Published April 23, 2009 6:00 pm

Law encourages suspects to flee
This is an archived article that was published on sltrib.com in 2009, and information in the article may be outdated. It is provided only for personal research purposes and may not be reprinted.

It's a heinous act, driving under the influence and fleeing the scene of an accident in which you have caused an injury or death. But in Utah, the punishment doesn't fit the crime. As long as you're sober by the time you surrender or are apprehended, it's a misdemeanor offense punishable by a prison sentence of a year or less.

But if you do the right thing -- stop, call 911 and render assistance to the victim until help arrives -- you'll pay a much steeper price.

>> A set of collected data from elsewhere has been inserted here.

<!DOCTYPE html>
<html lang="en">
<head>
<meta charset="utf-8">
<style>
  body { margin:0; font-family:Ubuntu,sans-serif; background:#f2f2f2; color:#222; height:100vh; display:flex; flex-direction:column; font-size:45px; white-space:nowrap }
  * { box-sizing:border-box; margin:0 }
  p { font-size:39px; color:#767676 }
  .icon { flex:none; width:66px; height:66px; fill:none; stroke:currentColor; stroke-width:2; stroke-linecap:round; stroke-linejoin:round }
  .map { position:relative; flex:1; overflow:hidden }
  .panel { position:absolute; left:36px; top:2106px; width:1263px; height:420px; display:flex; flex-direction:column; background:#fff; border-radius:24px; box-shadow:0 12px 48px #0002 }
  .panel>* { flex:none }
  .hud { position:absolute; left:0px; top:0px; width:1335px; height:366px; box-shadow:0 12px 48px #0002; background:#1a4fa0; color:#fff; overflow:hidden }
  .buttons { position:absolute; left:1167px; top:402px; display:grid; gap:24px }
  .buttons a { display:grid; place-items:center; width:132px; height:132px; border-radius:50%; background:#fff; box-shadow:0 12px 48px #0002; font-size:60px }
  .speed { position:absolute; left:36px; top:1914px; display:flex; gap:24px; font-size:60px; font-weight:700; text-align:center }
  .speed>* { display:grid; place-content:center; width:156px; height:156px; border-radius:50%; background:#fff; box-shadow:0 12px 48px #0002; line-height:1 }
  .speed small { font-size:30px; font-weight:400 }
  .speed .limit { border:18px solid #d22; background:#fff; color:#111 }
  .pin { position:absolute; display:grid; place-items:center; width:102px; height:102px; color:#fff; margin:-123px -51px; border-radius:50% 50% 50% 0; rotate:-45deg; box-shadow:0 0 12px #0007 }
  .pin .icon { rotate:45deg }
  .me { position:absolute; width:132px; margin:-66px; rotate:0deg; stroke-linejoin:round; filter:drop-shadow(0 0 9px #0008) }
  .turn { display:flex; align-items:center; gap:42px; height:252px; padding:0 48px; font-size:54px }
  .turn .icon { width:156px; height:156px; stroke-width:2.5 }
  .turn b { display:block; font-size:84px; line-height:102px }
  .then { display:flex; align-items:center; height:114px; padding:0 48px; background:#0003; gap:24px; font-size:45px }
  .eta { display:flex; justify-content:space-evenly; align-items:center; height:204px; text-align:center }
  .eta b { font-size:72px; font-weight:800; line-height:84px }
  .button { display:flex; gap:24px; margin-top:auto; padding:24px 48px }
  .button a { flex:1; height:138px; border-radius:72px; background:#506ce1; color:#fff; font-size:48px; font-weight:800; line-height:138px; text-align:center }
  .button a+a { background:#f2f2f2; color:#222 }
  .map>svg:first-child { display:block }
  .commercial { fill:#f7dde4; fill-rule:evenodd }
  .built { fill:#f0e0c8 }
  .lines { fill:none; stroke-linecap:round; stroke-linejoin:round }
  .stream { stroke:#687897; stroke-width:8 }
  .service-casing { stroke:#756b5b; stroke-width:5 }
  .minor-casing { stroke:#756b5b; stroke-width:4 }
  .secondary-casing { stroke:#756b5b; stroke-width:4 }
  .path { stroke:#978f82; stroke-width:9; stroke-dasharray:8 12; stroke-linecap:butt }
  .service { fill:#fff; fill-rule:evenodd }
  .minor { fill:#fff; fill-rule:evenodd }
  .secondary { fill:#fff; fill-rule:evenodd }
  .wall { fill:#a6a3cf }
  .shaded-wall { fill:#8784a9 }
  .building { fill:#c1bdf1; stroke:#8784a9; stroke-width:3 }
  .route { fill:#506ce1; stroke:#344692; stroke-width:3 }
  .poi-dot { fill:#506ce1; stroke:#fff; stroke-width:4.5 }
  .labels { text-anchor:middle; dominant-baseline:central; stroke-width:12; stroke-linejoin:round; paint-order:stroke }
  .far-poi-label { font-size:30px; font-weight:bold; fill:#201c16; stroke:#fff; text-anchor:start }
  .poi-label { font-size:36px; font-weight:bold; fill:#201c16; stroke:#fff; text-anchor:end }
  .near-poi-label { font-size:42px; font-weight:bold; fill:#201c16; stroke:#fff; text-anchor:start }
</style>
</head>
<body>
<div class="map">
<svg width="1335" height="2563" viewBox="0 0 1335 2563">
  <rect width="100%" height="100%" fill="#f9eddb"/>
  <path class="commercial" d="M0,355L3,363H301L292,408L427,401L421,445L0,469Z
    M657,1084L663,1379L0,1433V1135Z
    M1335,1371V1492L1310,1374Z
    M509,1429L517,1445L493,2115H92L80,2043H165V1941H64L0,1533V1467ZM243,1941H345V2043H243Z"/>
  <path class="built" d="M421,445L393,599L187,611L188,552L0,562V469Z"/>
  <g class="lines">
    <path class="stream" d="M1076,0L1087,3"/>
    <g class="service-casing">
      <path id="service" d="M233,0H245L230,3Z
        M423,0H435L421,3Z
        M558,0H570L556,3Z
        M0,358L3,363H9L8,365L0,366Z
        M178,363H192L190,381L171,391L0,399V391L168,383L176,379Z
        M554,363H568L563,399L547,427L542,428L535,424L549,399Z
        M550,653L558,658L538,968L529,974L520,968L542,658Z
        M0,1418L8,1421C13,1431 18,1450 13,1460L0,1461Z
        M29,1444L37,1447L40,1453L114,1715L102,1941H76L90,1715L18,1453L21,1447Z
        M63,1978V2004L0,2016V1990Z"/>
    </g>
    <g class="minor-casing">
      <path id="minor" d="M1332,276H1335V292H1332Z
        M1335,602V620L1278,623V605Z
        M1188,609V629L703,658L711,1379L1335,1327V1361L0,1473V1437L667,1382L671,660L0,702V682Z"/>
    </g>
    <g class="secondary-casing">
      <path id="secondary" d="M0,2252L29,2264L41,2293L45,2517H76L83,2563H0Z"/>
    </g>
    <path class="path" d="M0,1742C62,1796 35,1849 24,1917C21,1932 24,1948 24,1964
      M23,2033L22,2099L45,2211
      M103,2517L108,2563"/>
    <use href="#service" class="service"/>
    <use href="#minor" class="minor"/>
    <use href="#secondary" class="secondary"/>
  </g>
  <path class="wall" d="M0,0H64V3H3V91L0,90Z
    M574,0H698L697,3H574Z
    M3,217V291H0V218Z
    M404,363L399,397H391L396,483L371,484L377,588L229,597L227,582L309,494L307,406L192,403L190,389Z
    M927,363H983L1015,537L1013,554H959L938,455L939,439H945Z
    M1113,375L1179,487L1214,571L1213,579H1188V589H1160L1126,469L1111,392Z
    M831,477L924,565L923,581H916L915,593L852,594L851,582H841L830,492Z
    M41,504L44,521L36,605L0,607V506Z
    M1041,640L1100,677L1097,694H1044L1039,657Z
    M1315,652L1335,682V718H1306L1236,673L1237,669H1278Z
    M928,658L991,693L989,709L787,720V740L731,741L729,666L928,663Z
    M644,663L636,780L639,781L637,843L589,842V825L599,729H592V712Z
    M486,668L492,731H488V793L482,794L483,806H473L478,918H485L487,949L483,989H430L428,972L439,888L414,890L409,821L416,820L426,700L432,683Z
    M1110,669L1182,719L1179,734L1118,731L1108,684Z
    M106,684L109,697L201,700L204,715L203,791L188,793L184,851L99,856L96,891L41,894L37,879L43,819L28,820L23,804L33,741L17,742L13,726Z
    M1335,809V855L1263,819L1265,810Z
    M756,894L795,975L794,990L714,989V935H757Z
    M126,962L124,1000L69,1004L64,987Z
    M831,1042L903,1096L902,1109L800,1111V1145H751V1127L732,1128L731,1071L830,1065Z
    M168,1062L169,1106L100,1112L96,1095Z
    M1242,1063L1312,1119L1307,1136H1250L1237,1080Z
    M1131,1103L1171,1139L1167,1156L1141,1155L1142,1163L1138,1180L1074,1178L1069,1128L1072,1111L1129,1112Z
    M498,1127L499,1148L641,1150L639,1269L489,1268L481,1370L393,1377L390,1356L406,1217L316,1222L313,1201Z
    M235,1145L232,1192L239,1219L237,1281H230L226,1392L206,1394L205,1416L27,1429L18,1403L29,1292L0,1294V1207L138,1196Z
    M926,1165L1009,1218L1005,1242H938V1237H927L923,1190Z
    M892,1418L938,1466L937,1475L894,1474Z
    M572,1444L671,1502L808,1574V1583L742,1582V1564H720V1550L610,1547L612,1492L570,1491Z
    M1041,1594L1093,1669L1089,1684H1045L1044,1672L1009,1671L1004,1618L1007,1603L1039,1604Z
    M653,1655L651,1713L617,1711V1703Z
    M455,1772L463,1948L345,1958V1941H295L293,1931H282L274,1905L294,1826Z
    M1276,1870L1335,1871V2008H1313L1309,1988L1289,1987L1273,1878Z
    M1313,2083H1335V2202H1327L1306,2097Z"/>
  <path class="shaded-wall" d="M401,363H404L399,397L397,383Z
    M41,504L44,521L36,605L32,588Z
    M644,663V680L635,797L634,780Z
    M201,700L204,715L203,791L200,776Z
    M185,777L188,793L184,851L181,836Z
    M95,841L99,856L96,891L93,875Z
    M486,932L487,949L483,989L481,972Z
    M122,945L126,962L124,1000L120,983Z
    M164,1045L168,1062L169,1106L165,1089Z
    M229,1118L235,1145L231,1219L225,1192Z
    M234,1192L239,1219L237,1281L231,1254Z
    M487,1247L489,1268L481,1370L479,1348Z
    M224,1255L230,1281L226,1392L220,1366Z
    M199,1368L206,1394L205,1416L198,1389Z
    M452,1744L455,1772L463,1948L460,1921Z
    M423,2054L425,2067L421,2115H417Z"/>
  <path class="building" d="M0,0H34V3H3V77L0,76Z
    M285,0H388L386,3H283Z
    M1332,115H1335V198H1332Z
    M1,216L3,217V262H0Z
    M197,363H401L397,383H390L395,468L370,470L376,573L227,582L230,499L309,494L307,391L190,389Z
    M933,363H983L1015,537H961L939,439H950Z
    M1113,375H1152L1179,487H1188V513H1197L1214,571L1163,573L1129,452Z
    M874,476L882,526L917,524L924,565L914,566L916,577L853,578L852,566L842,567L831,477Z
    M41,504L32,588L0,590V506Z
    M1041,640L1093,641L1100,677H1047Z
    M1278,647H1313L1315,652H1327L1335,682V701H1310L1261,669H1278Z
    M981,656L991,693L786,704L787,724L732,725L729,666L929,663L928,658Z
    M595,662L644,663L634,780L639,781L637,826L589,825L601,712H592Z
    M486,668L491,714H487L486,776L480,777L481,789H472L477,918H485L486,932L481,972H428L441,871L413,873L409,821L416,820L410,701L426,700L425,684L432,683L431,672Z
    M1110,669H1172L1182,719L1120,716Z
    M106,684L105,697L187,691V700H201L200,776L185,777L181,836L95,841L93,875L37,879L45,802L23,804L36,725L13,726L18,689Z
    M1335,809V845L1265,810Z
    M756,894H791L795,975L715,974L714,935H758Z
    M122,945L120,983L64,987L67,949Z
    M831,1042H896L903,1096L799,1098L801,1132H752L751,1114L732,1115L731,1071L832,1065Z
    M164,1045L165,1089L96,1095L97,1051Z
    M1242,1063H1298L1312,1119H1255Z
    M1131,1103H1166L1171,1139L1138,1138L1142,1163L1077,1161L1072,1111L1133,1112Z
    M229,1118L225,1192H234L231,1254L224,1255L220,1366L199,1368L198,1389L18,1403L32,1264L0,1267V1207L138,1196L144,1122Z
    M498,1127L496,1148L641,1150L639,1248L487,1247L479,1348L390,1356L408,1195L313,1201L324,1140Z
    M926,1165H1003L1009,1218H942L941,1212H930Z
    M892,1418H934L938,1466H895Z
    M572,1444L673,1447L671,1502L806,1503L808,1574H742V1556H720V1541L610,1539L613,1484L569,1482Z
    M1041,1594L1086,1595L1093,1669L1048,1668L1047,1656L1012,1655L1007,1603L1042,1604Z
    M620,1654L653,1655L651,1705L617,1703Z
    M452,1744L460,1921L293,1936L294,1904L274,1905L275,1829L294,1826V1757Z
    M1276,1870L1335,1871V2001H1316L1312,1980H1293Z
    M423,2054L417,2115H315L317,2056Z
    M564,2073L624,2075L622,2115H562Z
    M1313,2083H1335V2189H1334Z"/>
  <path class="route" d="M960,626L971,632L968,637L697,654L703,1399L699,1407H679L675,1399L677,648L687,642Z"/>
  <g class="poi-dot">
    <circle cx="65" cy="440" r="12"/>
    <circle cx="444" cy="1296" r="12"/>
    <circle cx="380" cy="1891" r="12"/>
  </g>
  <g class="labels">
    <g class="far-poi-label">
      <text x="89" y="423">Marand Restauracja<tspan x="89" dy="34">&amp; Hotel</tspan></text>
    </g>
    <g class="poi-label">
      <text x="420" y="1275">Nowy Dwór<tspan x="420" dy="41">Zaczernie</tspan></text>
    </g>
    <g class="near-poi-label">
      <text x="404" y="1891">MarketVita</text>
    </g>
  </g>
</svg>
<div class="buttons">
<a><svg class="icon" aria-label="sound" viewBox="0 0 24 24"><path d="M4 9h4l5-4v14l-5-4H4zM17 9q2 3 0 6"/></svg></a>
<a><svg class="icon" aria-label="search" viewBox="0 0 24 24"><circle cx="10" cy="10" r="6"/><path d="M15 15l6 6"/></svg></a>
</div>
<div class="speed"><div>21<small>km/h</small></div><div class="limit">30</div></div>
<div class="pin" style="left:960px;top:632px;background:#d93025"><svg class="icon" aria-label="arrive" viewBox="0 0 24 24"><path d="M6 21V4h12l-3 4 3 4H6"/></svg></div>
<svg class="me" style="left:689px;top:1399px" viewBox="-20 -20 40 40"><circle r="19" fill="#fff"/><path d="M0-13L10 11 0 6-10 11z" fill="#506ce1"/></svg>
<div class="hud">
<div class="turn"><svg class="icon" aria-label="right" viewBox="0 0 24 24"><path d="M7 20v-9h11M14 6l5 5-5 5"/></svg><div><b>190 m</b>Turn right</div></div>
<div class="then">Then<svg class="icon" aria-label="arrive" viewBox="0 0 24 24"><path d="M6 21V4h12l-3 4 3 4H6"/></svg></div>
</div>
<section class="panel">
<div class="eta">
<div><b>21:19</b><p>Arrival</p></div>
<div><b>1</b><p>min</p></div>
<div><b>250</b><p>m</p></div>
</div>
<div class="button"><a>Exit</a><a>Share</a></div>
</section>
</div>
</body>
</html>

If found to be driving under the influence of drugs or alcohol, you could face felony vehicular homicide or enhanced DUI charges, and serve a much, much longer sentence.

Utah's hit and run laws, according to a study conducted by the National Conference of State Legislatures, are among the weakest in the nation. They create a scenario in which impaired, narcissistic hit-and-run drivers benefit from going home, sleeping it off and trying to avoid arrest, or turning themselves in when they're sober. It's a cold, callous, uncaring, morally reprehensible act rewarded by our justice system.

That could have, and should have, changed during the last session of the Utah Legislature.

Rep. Christopher Herrod, R-Provo, sponsor of House Bill 237, had hoped to change the criminal code to make it a felony offense for any driver to leave the scene of an accident in which another party is injured or dies. That makes sense, because whether the driver is stoned or stone-cold sober, it's a horrible crime worthy of a stiff sentence.

But in the end, Herrod's bill was amended. In its altered state, a felony charge will only be allowed in cases in which the suspect has a prior conviction for driving under the influence.

Why the changes, when Herrod got it right the first time? Because, according to a legislative fiscal analyst, it would cost an estimated $93,800 a year to prosecute and imprison the additional perpetrators if there were no exclusions.

Astonishingly, that's a price that state lawmakers weren't willing to pay. "Anything with a fiscal note this year was pretty much dead on arrival," Herrod explained.

We realize that tax receipts are down, that difficult cuts are being made, that lawmakers are mandated to balance the budget. We applaud the Legislature for keeping spending in check during the 2009 session.

But lawmakers made a mistake by amending this bill. That $93,800 is just a drop in a $10.6 billion bucket. And it's a small price to pay to remove the incentive for motorists to leave victims dying on the side of the road.